* _What the task asks_
Provide the number of lines below that include "Juanita", without any other words.
Start of Information provided
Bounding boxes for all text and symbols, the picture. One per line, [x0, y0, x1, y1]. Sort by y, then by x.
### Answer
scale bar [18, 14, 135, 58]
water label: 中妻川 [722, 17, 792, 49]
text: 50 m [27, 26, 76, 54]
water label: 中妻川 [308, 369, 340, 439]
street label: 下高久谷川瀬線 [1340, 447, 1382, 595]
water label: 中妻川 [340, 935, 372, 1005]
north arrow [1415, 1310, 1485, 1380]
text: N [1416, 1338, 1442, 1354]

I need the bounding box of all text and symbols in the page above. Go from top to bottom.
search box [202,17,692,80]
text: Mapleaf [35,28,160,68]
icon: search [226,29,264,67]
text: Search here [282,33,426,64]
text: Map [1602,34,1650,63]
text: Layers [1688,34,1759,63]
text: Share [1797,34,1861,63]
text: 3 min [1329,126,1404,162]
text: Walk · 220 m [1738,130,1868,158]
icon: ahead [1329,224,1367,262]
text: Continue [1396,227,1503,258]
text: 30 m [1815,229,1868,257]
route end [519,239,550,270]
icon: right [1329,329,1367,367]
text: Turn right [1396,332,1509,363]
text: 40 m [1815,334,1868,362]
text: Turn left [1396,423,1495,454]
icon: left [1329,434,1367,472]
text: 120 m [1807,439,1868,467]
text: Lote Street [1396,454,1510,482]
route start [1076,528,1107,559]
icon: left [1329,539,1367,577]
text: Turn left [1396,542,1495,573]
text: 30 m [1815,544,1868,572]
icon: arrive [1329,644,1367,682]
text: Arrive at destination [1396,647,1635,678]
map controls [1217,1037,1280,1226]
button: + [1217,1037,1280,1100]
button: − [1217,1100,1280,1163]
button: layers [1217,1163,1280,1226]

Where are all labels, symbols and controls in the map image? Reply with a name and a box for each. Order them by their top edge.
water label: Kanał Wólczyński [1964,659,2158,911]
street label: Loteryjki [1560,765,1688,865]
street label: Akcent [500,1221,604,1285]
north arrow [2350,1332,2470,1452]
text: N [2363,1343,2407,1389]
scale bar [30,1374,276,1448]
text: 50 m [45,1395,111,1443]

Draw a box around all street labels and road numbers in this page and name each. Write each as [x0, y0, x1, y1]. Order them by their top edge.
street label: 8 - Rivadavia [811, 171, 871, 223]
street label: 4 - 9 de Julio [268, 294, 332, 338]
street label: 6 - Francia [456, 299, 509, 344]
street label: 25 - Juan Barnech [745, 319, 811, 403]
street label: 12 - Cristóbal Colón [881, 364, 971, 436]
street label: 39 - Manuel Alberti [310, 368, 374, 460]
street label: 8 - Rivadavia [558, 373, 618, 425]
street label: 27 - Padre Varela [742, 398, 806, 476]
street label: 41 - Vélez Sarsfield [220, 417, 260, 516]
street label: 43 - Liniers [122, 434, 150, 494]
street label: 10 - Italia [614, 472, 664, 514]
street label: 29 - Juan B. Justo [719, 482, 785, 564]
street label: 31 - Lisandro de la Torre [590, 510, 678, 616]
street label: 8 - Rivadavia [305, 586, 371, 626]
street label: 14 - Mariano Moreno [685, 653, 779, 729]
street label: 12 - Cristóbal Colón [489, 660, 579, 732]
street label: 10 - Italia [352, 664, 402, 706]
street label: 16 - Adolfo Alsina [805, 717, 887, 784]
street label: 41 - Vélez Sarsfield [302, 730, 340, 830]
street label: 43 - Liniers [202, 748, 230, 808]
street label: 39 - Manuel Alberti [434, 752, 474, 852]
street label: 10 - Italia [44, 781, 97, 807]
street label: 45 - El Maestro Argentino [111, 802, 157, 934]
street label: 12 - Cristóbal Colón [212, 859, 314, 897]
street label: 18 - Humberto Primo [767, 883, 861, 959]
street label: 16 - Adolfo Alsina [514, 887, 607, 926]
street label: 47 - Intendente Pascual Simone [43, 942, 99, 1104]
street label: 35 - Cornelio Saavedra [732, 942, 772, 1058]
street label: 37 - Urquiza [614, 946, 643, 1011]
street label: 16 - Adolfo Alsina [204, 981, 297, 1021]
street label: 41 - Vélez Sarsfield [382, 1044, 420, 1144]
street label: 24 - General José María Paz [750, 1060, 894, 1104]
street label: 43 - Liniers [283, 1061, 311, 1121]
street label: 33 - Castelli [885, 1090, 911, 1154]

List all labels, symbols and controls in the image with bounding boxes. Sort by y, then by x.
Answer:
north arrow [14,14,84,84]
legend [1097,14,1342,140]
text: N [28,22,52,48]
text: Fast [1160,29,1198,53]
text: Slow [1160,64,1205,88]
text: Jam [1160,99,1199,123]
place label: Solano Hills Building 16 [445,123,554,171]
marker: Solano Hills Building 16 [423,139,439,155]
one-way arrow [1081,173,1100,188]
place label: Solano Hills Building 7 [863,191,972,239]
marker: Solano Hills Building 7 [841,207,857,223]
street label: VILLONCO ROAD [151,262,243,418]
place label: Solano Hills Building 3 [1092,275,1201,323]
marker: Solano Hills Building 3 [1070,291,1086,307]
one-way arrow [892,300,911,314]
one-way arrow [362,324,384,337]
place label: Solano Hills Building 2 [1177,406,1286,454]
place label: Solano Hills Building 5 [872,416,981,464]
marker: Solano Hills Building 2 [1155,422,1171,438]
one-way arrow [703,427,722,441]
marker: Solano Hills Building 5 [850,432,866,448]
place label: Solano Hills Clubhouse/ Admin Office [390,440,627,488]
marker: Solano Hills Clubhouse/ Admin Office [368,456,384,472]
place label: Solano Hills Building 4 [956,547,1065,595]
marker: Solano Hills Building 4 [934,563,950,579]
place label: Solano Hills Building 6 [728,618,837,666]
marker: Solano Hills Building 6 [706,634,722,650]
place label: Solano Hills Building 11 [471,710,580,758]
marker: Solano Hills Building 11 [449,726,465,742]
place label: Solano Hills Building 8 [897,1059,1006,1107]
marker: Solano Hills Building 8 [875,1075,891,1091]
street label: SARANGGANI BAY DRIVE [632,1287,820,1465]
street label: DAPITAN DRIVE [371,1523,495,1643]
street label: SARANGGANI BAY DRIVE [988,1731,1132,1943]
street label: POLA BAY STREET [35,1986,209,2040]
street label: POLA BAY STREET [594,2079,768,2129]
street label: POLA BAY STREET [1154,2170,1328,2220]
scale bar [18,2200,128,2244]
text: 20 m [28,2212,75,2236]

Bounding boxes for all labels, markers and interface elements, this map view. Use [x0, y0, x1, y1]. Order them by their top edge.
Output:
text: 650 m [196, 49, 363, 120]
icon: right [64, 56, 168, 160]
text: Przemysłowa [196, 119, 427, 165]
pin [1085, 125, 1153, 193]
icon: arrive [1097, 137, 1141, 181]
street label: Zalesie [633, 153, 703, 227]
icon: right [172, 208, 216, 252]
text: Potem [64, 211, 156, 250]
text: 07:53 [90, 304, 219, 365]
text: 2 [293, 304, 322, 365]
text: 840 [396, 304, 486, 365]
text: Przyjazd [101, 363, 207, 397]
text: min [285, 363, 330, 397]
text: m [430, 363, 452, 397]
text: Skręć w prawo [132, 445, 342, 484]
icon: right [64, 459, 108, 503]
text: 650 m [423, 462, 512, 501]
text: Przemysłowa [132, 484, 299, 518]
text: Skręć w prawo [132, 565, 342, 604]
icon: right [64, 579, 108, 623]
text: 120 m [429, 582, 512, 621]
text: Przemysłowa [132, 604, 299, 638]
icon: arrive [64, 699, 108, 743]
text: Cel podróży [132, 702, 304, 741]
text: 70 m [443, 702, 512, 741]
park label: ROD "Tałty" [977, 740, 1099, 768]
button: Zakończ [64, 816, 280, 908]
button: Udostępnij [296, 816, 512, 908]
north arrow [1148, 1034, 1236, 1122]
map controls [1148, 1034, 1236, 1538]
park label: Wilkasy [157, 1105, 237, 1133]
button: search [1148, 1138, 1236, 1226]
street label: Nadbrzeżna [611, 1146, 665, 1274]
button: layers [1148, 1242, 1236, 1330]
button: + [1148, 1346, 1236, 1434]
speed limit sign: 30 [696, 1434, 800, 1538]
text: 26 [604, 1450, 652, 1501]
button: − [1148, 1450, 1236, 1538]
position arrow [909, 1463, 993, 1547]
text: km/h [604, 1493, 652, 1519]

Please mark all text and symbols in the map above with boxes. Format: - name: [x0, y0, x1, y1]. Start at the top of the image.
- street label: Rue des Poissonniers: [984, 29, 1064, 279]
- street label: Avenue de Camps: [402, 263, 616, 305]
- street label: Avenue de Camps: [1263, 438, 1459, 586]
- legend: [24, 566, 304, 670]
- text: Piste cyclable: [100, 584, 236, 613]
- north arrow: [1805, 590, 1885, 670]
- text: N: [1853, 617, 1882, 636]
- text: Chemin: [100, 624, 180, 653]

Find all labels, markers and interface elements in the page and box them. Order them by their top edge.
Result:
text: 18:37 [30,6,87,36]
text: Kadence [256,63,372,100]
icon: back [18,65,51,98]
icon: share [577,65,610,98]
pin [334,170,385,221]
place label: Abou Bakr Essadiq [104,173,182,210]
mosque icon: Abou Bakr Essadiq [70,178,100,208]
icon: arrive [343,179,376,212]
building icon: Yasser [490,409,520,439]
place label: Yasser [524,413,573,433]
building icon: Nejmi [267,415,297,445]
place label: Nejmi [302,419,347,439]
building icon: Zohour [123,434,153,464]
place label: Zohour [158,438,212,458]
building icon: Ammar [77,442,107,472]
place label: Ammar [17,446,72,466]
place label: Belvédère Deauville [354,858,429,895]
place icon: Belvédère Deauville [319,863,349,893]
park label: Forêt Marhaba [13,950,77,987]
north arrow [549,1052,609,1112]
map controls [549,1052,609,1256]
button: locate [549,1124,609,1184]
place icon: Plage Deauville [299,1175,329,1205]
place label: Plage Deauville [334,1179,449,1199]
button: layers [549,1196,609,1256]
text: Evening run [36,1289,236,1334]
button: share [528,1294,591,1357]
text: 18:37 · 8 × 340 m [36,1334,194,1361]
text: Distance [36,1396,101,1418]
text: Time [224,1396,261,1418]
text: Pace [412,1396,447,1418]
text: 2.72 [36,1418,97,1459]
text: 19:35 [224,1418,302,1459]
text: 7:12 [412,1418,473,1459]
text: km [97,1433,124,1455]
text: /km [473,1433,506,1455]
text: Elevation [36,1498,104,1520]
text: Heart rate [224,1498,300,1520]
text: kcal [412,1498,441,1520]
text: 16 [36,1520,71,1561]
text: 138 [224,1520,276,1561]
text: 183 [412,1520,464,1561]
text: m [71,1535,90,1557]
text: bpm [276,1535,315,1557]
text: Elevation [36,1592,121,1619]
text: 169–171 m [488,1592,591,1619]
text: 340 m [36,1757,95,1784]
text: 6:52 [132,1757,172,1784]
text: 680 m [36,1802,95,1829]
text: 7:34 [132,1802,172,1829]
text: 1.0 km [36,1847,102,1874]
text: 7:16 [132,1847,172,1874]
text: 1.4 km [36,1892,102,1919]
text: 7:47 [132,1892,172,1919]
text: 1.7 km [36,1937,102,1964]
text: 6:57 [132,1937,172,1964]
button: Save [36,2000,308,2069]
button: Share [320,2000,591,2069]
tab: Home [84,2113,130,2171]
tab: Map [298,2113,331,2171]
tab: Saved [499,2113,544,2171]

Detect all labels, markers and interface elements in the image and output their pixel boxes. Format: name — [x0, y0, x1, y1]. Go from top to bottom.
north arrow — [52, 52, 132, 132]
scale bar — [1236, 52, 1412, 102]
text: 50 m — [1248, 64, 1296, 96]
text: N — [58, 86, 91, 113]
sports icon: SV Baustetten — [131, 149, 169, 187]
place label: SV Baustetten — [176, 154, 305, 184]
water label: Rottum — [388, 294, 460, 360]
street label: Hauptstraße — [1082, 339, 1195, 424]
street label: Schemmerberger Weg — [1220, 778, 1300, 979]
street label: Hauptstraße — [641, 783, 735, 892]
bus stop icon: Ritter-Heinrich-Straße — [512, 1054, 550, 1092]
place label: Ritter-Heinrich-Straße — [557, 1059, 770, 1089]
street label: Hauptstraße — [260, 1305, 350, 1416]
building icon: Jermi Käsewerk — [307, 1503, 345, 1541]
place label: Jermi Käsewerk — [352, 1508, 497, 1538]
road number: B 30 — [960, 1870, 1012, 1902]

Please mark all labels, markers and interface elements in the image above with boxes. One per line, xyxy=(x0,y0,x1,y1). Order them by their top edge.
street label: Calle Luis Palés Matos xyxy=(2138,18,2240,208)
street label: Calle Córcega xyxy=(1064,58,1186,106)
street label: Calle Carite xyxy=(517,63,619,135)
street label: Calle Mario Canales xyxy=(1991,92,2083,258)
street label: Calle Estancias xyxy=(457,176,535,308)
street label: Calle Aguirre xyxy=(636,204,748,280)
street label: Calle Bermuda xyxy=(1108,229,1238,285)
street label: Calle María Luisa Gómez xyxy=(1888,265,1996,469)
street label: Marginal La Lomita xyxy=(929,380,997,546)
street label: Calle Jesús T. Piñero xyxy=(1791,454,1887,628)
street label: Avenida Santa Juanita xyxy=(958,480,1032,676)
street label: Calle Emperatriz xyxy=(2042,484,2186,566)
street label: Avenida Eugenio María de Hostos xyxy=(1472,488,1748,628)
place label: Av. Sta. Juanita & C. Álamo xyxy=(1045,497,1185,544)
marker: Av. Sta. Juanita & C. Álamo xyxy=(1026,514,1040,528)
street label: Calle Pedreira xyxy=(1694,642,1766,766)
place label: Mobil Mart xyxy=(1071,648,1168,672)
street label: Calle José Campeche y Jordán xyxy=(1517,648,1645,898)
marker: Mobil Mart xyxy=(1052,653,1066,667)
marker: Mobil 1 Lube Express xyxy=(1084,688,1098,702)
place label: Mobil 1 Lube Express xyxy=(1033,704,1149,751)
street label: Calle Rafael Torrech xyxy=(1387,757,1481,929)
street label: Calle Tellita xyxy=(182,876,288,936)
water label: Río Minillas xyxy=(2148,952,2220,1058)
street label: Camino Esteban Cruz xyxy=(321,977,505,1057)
End of Information provided
* _Exercise response_
3